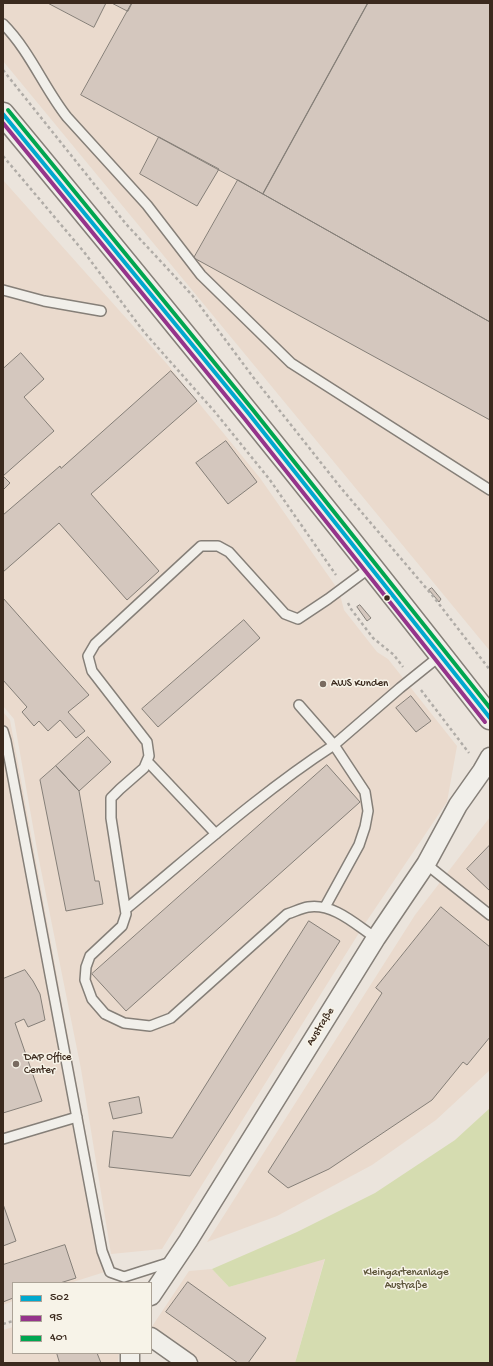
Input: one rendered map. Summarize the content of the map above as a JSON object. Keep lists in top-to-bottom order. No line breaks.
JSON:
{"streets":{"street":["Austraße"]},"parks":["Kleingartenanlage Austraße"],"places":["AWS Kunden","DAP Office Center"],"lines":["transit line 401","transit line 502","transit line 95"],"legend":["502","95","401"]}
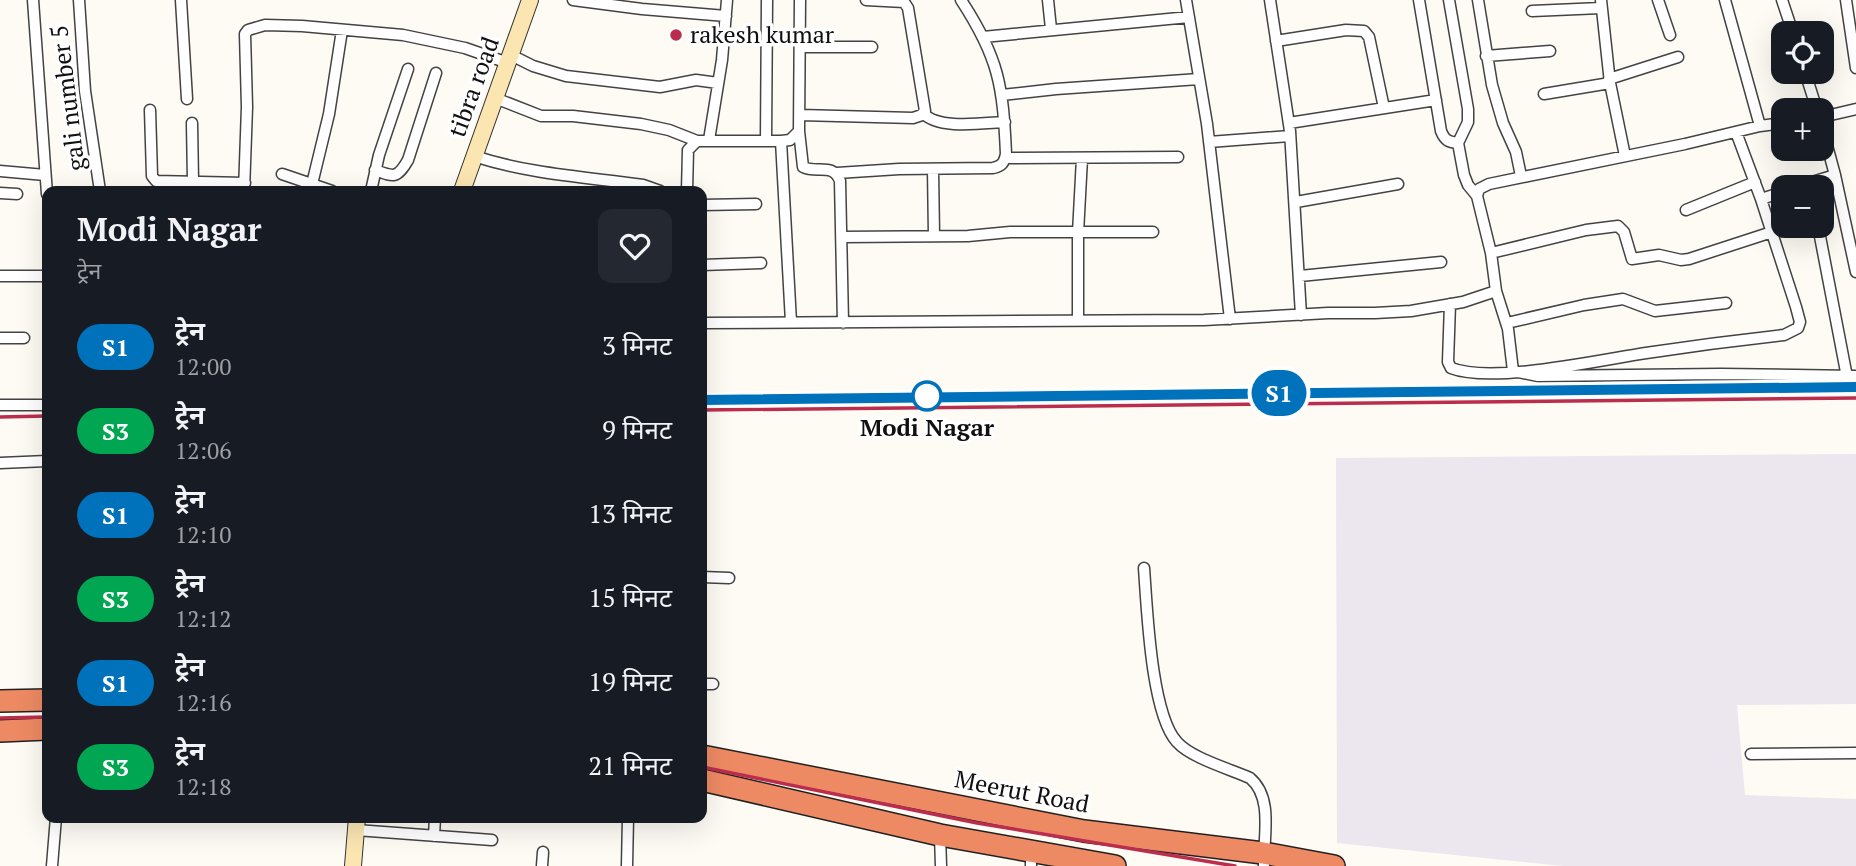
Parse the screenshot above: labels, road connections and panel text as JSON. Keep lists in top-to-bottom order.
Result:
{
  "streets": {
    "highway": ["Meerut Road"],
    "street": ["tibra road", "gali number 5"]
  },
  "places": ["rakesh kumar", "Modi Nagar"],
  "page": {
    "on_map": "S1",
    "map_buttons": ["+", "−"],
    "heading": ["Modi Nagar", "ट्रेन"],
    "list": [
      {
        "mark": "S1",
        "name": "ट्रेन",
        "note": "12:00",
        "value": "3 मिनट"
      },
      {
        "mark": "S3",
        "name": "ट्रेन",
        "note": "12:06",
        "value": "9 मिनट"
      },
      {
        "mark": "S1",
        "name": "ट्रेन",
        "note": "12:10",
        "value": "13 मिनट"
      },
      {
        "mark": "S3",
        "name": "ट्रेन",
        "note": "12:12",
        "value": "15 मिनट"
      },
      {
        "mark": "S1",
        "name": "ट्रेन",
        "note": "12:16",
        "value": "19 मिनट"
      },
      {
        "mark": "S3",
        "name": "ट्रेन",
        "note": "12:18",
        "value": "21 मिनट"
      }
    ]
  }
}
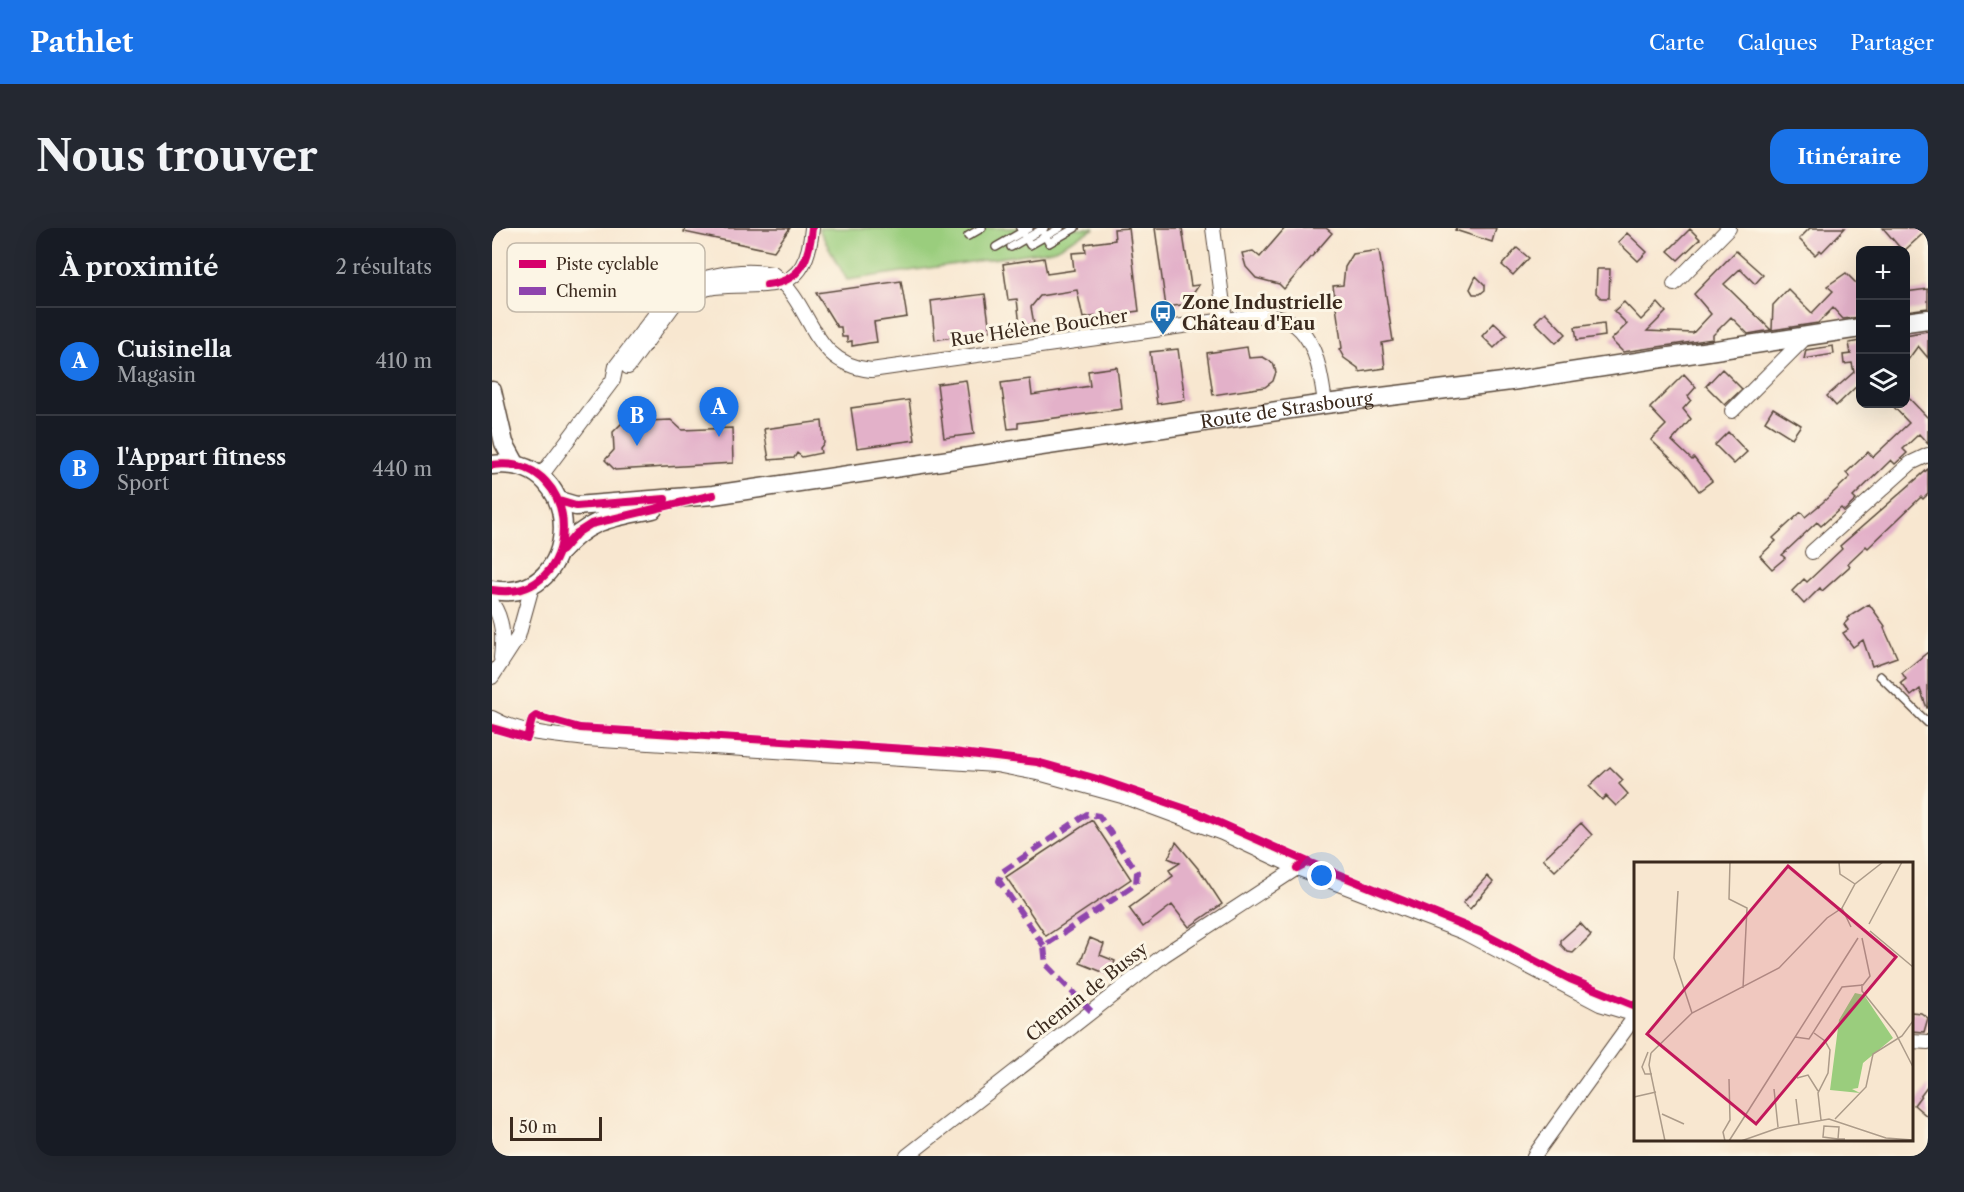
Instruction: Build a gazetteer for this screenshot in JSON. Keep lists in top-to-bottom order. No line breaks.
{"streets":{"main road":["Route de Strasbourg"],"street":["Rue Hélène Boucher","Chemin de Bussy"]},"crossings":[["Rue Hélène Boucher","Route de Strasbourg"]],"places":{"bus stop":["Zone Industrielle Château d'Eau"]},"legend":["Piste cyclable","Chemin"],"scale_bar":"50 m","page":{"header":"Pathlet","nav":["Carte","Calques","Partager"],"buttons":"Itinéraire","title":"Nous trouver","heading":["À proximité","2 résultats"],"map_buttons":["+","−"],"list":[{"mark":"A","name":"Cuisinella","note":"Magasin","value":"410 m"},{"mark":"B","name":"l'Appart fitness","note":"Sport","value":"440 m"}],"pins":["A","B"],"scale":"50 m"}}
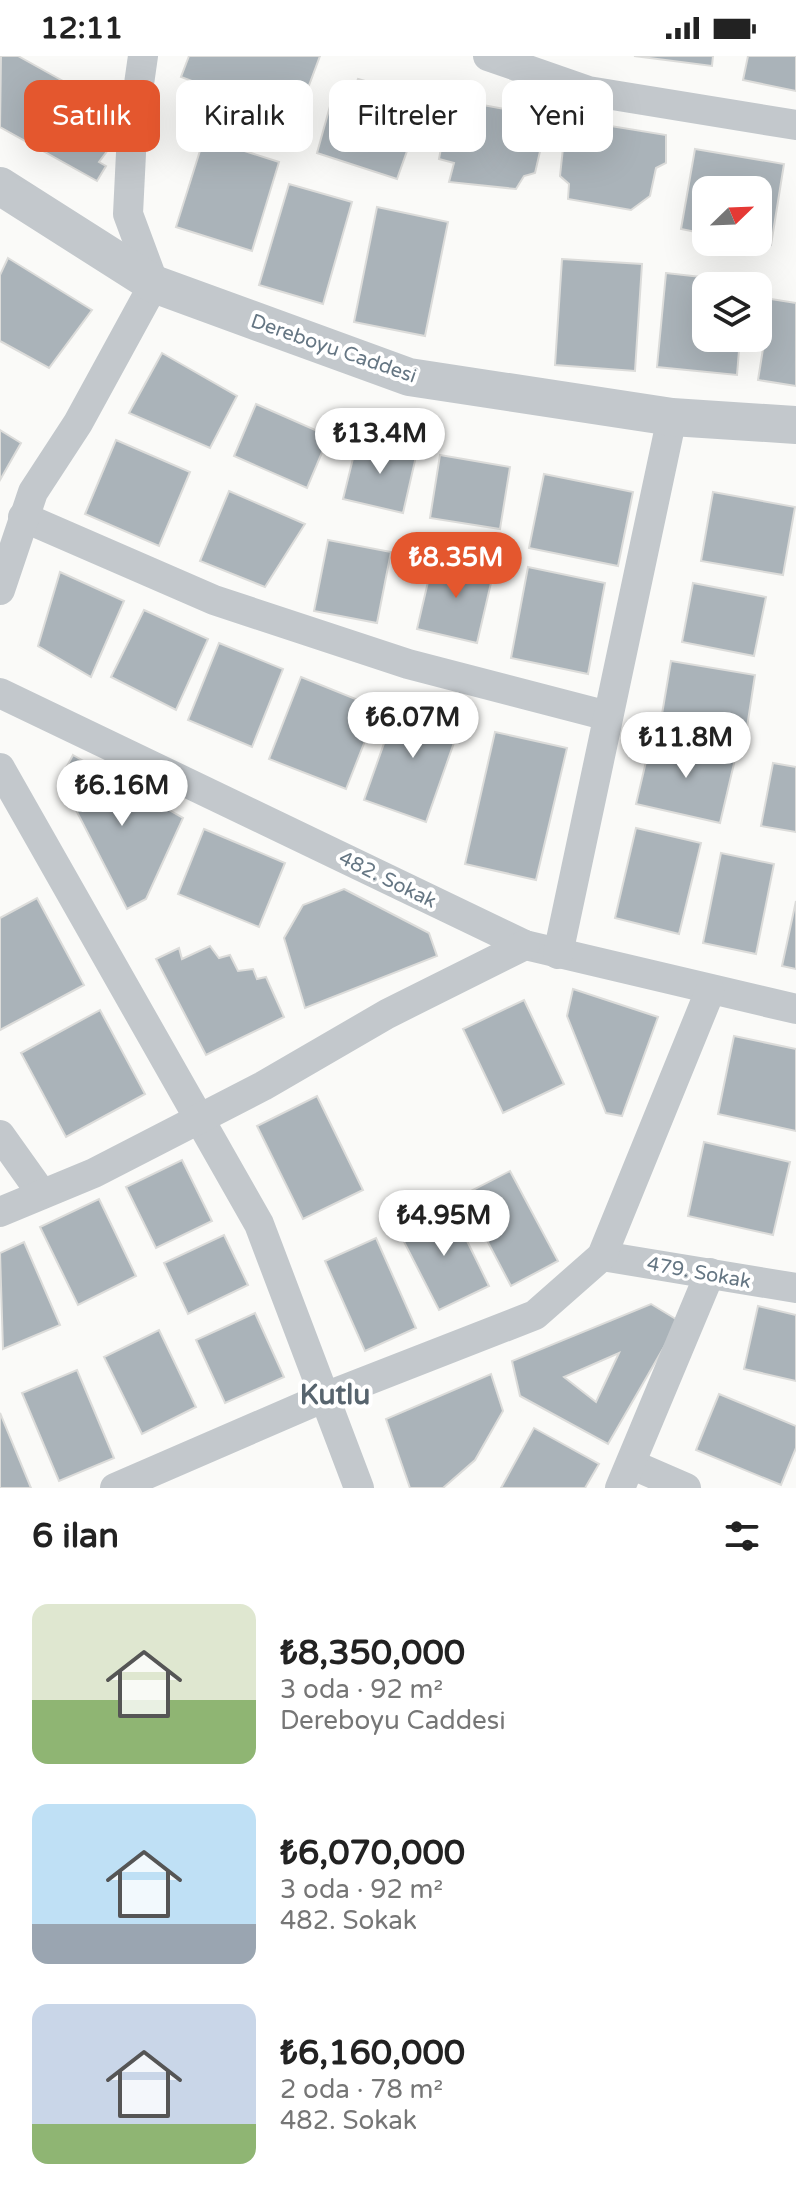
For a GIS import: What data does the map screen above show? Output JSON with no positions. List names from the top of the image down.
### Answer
-------------------------
:: TRY IT ::
Read through the data and copy every line where "above" shows up.

:: RESPONSE BOX ::
Input: one rendered map. Summarize the content of the map above as a JSON object. Keep lists in top-to-bottom order. No line breaks.
Parse the screenshot above: labels, road connections and panel text as JSON. Keep lists in top-to-bottom order.
For a GIS import: What data does the map screen above show? Output JSON with no positions. List names from the top of the image down.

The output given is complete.